ME: I do not want to give the impression that facts are relative, but let us remember, this film does not wish to investigate from today’s viewpoint what happened in 1913, it places the viewers into the head of an orphaned girl of that period, and from there it tries to make sense of senselessness. The film does not state that it is impossible to tell what lead to the breakout of World War I, it says that in 1913 probably no-one had a grasp of these processes.
R: Were you adamant that you wanted to end the film with World War I?
ME: We had a lot of discussions about how the film should end. I advocated for the World War, because it is important to establish the contrast between the first and last scenes, the first and last faces we see. The last scene was the only one that we shot on 65 mm film as opposed to 35 mm, because I wanted to set the softness of the blurry images against the hyperrealist resolution of the 65 mm, so that the beauty of the earlier frames are transformed into the chaos of the World War.

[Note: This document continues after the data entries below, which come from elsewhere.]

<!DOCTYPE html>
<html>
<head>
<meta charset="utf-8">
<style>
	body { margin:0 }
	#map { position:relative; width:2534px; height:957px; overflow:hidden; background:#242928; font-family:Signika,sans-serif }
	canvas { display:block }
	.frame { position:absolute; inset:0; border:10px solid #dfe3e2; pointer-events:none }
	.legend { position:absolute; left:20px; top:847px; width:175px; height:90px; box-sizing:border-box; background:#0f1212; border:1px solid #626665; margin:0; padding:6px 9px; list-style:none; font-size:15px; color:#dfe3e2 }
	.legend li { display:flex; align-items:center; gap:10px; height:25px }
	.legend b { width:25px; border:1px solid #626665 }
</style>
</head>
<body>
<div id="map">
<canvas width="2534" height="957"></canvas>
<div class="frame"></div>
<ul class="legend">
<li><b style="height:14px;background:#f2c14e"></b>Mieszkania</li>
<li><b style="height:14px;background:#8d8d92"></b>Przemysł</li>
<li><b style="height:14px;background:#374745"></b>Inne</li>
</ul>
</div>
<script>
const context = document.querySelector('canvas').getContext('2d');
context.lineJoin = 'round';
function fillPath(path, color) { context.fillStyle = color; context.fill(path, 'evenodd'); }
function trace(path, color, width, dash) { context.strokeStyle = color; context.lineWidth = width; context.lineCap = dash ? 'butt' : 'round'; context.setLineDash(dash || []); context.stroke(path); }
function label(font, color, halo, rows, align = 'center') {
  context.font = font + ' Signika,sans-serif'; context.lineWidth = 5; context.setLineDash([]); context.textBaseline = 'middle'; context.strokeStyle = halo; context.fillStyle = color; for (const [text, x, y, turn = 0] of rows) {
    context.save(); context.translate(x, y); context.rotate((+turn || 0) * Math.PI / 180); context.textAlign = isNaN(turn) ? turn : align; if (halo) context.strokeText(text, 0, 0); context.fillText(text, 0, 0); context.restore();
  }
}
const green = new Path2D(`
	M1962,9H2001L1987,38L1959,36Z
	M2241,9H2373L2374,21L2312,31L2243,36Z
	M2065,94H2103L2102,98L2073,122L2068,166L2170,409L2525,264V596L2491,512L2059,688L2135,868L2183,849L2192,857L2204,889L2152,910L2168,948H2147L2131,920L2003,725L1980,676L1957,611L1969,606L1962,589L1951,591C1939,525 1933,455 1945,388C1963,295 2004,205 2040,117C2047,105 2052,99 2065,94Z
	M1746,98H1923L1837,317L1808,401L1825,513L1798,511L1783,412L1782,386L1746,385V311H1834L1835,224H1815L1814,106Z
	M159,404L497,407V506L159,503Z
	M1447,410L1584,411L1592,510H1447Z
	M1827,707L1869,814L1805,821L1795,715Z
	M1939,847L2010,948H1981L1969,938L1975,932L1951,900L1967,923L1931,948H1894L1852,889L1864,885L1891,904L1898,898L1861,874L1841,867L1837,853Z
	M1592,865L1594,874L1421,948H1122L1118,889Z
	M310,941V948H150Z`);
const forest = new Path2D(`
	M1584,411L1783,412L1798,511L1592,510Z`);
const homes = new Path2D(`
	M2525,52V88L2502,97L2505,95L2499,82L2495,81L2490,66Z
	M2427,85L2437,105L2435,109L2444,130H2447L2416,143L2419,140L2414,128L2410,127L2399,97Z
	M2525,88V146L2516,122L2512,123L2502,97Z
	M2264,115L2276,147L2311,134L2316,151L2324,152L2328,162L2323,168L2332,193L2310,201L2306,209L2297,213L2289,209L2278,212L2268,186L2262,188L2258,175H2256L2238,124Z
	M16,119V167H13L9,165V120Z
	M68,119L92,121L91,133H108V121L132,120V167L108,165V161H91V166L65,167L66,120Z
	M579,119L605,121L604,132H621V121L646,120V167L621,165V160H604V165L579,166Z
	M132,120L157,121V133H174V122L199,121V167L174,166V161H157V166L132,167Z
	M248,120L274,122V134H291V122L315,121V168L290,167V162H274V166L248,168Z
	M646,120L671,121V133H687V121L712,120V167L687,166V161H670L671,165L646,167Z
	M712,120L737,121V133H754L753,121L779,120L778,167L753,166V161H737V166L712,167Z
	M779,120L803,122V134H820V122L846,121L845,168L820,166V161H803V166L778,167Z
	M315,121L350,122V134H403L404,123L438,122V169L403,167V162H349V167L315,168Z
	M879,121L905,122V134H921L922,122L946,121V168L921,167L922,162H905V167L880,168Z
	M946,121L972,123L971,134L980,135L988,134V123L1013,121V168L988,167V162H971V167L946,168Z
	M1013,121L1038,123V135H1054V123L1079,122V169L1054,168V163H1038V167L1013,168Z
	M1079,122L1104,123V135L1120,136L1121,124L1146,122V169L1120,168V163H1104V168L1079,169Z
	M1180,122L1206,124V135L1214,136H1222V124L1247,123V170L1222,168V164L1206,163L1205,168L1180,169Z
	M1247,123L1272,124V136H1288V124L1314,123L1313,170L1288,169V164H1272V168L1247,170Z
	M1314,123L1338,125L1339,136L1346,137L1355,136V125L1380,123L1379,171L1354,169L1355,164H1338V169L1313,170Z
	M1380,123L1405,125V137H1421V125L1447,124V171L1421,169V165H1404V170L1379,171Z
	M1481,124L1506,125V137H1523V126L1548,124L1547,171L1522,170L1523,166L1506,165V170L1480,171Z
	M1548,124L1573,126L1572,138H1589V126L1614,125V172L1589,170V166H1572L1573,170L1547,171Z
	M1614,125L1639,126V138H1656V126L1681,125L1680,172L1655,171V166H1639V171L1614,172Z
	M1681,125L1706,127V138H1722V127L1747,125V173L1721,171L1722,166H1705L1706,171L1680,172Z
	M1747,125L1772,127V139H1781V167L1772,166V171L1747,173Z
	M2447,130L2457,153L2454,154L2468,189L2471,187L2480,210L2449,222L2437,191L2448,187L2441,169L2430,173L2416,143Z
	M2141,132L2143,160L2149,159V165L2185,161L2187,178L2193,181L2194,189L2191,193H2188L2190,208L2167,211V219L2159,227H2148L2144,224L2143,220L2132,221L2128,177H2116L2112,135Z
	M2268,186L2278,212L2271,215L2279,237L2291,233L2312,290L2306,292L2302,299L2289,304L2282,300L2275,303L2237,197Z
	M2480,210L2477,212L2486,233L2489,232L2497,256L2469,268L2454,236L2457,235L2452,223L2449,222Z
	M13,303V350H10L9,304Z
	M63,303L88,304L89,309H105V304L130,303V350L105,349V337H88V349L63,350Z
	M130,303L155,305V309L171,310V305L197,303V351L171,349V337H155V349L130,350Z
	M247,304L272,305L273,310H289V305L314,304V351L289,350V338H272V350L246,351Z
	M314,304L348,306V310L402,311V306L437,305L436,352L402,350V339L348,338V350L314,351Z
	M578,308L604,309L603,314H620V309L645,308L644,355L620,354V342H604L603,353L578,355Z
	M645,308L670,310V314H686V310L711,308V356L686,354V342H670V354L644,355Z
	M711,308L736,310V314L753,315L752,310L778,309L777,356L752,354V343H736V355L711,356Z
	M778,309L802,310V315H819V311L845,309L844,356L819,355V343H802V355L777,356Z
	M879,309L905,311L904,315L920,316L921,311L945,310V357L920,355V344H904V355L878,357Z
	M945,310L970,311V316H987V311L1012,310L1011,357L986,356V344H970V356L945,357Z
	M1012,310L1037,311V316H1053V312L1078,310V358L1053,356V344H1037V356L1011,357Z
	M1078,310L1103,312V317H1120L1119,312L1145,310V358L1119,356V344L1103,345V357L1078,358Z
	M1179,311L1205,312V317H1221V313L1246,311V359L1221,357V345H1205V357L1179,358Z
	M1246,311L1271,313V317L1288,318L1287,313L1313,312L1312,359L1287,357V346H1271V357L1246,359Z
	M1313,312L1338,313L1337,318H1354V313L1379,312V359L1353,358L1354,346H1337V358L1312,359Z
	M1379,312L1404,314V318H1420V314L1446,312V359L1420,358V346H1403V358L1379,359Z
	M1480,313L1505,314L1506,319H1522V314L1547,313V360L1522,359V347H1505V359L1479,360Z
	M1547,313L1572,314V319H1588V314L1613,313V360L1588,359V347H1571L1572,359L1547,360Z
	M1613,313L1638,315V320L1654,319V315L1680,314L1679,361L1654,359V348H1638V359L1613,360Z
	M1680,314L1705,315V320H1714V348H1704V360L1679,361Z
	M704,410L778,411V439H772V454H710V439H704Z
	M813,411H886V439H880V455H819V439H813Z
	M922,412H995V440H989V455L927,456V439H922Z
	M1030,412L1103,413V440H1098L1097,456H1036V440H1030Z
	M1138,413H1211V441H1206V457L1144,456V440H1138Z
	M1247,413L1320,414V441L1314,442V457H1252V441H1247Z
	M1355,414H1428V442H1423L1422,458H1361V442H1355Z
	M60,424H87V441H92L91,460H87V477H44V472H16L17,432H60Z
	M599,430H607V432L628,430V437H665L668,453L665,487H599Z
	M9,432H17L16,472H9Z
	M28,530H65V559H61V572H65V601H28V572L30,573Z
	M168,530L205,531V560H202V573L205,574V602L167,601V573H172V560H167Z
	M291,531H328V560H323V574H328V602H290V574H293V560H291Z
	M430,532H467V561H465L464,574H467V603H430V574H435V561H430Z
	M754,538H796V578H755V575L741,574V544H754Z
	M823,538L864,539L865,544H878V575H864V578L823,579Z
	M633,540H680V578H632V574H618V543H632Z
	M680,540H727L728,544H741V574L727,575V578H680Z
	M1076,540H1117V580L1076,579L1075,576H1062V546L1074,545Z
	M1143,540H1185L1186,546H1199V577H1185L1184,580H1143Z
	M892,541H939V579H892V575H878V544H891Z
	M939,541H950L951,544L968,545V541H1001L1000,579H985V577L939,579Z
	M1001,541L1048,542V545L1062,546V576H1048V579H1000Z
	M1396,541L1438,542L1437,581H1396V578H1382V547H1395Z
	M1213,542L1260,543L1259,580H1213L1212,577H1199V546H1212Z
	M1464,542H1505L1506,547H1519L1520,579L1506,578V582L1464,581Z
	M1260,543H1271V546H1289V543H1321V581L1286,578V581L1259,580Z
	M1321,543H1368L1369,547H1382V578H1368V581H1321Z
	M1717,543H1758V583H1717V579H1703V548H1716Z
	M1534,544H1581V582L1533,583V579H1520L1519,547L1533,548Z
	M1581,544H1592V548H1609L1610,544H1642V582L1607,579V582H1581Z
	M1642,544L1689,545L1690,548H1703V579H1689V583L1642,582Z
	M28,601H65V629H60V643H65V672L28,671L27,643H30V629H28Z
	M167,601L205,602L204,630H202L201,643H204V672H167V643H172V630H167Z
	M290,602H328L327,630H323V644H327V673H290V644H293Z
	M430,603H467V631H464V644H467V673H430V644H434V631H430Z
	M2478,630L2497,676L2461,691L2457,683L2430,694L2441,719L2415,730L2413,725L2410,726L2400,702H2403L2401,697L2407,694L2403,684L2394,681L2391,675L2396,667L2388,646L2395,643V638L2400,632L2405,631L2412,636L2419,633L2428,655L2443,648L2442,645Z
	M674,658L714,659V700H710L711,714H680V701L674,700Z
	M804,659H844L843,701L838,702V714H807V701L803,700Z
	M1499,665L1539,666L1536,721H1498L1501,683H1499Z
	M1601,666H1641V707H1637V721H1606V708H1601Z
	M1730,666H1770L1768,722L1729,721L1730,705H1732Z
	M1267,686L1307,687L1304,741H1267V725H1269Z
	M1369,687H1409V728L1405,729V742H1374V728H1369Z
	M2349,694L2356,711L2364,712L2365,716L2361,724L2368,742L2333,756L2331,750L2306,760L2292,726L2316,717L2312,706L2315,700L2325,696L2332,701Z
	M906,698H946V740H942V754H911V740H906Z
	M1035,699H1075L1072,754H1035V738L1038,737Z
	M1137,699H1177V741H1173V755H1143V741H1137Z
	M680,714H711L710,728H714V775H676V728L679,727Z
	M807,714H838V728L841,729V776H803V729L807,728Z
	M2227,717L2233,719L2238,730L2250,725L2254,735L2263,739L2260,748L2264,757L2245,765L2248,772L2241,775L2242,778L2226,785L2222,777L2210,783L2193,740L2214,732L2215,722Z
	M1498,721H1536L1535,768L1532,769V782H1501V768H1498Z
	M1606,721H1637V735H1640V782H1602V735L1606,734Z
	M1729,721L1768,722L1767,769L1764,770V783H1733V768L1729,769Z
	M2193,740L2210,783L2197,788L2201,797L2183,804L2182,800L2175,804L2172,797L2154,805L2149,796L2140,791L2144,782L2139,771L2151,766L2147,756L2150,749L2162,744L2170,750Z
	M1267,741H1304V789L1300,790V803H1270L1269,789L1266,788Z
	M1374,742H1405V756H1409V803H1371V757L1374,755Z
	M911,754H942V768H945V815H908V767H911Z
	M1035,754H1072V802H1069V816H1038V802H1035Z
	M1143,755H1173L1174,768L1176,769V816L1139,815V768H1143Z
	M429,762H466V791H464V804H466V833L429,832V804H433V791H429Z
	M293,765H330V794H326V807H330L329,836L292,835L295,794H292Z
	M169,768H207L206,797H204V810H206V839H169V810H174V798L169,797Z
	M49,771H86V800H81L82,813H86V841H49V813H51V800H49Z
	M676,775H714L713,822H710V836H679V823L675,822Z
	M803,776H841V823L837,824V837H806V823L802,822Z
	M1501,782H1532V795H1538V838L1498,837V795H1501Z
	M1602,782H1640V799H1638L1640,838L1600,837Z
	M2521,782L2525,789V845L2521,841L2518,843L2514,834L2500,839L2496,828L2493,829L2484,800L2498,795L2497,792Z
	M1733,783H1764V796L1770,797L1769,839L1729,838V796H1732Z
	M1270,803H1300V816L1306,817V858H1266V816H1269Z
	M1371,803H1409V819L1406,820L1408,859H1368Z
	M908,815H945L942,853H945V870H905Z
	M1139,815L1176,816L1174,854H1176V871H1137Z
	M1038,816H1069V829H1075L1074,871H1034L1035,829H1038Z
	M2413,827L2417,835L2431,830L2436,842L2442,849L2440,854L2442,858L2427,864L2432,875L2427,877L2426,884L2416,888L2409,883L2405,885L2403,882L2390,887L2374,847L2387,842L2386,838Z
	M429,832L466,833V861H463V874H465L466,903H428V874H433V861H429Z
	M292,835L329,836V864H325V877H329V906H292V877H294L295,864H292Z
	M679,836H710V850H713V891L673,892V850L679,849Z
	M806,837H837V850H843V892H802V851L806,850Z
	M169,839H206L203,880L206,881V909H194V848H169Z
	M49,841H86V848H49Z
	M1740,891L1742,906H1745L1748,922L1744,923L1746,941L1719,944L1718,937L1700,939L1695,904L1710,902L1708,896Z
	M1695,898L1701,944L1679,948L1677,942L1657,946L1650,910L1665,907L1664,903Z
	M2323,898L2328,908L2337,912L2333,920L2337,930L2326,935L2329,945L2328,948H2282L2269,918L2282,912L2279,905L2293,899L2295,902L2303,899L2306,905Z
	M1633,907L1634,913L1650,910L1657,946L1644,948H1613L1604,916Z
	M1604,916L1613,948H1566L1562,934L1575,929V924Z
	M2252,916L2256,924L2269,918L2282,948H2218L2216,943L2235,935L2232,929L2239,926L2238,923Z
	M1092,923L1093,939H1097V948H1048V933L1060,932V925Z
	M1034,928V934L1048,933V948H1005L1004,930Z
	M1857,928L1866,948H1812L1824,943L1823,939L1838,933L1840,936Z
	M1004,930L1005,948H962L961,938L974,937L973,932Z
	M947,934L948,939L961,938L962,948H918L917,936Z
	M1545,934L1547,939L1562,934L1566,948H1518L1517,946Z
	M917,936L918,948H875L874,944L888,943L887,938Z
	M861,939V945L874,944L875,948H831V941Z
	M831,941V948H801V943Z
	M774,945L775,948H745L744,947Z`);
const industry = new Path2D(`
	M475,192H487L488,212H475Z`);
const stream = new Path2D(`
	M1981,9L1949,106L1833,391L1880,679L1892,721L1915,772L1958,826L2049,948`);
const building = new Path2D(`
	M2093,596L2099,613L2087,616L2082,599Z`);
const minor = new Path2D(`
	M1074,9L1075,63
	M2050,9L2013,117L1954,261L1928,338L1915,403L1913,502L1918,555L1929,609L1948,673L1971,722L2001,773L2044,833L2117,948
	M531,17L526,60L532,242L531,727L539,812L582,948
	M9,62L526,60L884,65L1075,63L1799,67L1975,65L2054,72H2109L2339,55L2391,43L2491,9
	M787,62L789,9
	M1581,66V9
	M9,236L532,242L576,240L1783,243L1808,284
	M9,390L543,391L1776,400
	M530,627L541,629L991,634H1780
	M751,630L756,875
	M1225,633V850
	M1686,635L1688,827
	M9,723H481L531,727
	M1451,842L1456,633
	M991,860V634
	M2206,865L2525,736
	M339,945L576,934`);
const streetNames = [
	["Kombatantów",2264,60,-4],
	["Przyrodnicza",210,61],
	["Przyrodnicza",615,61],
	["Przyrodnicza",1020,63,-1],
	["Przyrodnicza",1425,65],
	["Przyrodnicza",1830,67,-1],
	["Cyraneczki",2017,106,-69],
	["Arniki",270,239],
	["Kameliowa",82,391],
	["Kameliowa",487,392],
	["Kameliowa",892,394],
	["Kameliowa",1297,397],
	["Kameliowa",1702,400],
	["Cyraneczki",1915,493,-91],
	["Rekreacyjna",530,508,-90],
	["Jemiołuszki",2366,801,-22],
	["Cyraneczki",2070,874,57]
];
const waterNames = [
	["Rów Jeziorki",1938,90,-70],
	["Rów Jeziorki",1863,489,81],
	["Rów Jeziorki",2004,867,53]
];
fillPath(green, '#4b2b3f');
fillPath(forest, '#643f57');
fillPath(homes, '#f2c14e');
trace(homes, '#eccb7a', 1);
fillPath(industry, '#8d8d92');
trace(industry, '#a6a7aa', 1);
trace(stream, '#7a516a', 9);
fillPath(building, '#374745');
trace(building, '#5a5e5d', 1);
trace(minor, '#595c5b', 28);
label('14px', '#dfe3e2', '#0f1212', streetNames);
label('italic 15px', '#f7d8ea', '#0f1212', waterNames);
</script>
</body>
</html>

R: With Son of Saul you were touring the world for a year. Did you have important encounters like László had with Spielberg or Claude Lanzmann?
ME: I had a memorable experience with Janusz Kaminski, Spieldberg’s cinematographer. Munich was being shot in Budapest, László was there as an assistant, I was there as an intern. I did not do anything, I merely followed Kaminski around, and I watched the incredible efficiency with which he and Spielberg worked. When Son of Saul was nominated for the Oscar, I thought about writing him the next day. By the time I woke up, he had already sent me an email, saying that he had seen the film, it was fantastic, and it would win the Oscar. It was thrilling to find out that he remembered me, his intern way back then. We met several times in America, and our master-apprentice relationship has almost developed to collegiality.
R: What does the Oscar you got for Son of Saul mean to you?
ME: When at the age of fifteen I decided to become a cinematographer, I saw myself shooting an Oscar winning film once. It’s amazing that it actually happened. But the award in itself is not important; the film we created is important. And the moral of the story is that we need to march on and do our work without compromise.